• Supplied material:
__________________________________________________
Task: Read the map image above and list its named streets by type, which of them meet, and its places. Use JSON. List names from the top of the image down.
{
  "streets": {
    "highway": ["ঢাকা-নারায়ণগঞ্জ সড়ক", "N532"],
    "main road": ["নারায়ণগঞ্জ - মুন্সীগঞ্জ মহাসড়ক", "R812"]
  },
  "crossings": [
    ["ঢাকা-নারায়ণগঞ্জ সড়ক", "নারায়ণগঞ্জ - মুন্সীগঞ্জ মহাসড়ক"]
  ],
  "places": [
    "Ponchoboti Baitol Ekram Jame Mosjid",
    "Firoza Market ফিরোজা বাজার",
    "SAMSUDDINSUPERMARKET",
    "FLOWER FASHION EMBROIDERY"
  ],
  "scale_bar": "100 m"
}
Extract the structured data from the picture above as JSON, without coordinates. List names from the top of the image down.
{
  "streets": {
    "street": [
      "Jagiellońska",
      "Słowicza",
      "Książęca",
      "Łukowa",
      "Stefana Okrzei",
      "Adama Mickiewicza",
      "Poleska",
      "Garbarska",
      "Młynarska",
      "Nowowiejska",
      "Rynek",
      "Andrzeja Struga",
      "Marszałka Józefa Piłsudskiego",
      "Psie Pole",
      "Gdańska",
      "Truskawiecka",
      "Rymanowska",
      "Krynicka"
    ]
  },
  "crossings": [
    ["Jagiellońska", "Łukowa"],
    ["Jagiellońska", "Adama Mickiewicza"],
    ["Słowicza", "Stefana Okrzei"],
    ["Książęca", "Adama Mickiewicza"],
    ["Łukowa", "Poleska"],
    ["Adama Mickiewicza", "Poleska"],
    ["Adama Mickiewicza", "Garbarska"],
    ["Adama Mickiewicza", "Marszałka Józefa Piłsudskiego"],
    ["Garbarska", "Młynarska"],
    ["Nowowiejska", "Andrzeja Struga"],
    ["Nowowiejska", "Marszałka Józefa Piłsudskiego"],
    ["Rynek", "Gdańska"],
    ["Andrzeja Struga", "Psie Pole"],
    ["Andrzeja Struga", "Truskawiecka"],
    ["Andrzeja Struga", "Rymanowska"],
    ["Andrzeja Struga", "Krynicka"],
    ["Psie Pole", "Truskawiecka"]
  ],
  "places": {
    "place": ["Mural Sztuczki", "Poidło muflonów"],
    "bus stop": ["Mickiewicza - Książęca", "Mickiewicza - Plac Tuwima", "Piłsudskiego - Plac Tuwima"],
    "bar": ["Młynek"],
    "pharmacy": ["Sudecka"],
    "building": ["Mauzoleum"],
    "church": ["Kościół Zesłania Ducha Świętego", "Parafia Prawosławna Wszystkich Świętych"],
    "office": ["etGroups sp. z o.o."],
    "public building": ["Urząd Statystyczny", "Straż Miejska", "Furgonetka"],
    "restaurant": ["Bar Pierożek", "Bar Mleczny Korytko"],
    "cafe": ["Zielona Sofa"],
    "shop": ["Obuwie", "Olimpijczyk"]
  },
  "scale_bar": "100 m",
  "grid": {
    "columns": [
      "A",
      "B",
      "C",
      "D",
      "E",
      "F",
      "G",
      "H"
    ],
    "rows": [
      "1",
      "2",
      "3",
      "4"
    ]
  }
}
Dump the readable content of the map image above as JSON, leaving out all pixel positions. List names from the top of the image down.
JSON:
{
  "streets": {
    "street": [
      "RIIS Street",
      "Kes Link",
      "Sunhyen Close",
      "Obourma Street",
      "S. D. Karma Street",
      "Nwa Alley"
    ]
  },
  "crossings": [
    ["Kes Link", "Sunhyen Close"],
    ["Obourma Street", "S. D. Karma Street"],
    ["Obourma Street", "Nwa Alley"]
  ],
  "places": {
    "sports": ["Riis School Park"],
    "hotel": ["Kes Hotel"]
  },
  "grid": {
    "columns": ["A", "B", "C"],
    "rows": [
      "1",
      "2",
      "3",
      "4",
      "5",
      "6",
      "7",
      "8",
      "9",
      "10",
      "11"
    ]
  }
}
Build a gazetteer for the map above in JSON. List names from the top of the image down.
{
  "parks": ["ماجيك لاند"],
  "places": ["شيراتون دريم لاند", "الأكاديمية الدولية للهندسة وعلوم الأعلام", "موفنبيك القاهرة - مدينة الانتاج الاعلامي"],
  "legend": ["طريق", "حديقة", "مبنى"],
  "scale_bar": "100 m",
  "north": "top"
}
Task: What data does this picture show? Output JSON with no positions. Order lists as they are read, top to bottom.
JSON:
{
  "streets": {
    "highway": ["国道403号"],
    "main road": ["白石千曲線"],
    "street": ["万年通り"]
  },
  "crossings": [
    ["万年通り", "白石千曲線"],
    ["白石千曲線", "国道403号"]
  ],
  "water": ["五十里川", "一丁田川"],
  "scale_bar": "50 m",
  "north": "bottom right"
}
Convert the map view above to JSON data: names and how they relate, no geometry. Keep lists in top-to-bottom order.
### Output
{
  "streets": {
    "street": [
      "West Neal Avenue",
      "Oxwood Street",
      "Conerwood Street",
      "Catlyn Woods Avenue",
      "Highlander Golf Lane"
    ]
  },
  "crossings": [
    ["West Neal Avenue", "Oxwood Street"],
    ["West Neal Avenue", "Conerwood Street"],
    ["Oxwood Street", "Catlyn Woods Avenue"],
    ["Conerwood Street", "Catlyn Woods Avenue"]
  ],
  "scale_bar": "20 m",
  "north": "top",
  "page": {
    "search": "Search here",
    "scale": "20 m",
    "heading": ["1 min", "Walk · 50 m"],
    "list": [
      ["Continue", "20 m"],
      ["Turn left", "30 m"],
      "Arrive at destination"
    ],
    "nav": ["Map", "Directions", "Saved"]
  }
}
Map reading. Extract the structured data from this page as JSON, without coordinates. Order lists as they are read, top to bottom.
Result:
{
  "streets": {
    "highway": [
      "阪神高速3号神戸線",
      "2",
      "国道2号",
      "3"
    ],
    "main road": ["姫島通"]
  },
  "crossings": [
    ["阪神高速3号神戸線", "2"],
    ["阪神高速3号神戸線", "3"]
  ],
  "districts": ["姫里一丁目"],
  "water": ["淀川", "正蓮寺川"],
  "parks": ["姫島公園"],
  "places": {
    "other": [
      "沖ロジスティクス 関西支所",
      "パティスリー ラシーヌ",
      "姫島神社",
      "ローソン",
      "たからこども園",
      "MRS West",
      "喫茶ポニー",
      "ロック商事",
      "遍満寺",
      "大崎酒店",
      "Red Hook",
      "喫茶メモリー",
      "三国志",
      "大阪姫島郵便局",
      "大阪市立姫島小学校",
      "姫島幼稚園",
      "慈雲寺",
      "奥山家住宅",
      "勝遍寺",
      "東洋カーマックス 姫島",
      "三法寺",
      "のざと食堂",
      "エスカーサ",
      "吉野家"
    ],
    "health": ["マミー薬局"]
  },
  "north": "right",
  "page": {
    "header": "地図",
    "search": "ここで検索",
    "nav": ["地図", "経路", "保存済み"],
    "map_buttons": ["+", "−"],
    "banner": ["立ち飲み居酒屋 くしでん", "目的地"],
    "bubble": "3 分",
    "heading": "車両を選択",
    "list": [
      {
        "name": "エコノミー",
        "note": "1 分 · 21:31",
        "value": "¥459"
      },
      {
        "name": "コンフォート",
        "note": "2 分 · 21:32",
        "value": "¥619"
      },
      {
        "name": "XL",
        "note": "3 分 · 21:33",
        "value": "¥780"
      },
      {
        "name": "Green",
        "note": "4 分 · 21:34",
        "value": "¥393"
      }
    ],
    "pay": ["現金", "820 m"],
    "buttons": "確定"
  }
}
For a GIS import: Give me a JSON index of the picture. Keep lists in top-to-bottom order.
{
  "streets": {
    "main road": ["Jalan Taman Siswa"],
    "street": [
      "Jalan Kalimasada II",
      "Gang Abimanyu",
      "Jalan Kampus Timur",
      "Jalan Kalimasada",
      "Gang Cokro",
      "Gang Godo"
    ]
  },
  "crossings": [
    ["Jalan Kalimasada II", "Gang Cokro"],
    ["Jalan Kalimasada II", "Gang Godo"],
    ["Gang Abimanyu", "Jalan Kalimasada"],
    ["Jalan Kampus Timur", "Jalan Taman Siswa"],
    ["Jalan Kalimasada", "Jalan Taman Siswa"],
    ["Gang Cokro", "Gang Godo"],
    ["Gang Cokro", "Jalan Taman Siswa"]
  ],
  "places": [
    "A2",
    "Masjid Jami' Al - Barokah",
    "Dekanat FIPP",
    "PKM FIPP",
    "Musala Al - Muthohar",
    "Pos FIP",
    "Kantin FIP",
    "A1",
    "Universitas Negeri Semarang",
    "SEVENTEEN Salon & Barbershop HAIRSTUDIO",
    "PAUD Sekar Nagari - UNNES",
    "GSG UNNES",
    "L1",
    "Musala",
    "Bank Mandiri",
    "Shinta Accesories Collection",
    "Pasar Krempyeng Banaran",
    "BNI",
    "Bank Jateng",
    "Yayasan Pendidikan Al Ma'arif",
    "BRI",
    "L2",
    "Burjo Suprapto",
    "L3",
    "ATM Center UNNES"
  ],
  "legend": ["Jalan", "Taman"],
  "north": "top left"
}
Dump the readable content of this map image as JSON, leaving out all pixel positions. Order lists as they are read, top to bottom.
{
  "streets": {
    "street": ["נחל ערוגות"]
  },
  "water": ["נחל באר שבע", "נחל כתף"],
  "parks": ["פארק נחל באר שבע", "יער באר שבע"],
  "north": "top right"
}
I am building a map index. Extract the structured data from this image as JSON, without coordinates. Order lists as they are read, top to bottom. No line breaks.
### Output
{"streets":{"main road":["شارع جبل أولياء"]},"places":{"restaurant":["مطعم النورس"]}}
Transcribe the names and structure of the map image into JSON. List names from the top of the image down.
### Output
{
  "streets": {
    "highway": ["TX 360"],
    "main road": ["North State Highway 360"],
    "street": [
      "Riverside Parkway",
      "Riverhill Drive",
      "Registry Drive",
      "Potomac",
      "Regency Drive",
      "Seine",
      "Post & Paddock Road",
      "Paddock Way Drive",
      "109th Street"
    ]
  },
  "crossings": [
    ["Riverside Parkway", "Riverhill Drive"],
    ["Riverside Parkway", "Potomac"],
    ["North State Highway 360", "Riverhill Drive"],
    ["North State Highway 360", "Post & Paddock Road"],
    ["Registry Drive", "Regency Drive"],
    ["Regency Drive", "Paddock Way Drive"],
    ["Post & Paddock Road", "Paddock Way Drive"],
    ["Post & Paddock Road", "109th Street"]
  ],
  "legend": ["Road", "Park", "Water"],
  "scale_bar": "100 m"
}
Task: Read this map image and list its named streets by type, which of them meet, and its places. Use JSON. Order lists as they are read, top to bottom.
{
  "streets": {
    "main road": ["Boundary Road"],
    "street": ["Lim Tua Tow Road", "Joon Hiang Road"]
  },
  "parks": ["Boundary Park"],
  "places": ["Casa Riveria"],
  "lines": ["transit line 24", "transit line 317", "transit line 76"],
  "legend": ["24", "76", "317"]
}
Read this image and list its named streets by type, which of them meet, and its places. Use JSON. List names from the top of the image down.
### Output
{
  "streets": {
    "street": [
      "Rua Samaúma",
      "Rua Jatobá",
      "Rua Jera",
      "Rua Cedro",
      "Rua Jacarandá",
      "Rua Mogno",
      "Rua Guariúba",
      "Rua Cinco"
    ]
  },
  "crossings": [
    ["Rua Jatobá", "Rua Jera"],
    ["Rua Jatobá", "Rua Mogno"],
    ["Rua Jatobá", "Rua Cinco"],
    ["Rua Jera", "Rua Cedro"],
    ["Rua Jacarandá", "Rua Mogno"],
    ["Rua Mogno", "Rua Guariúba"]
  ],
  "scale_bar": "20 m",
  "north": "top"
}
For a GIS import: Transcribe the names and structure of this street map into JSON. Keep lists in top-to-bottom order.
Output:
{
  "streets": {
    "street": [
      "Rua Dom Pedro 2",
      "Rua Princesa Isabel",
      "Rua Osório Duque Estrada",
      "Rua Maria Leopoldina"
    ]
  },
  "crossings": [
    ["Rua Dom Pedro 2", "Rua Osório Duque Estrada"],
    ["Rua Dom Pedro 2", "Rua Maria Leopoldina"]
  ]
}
__________________________________________________
Search the records for the string "Transcribe" and, wherever a line contains it, please copy that line.

Transcribe the names and structure of the map image into JSON. List names from the top of the image down.
For a GIS import: Transcribe the names and structure of this street map into JSON. Keep lists in top-to-bottom order.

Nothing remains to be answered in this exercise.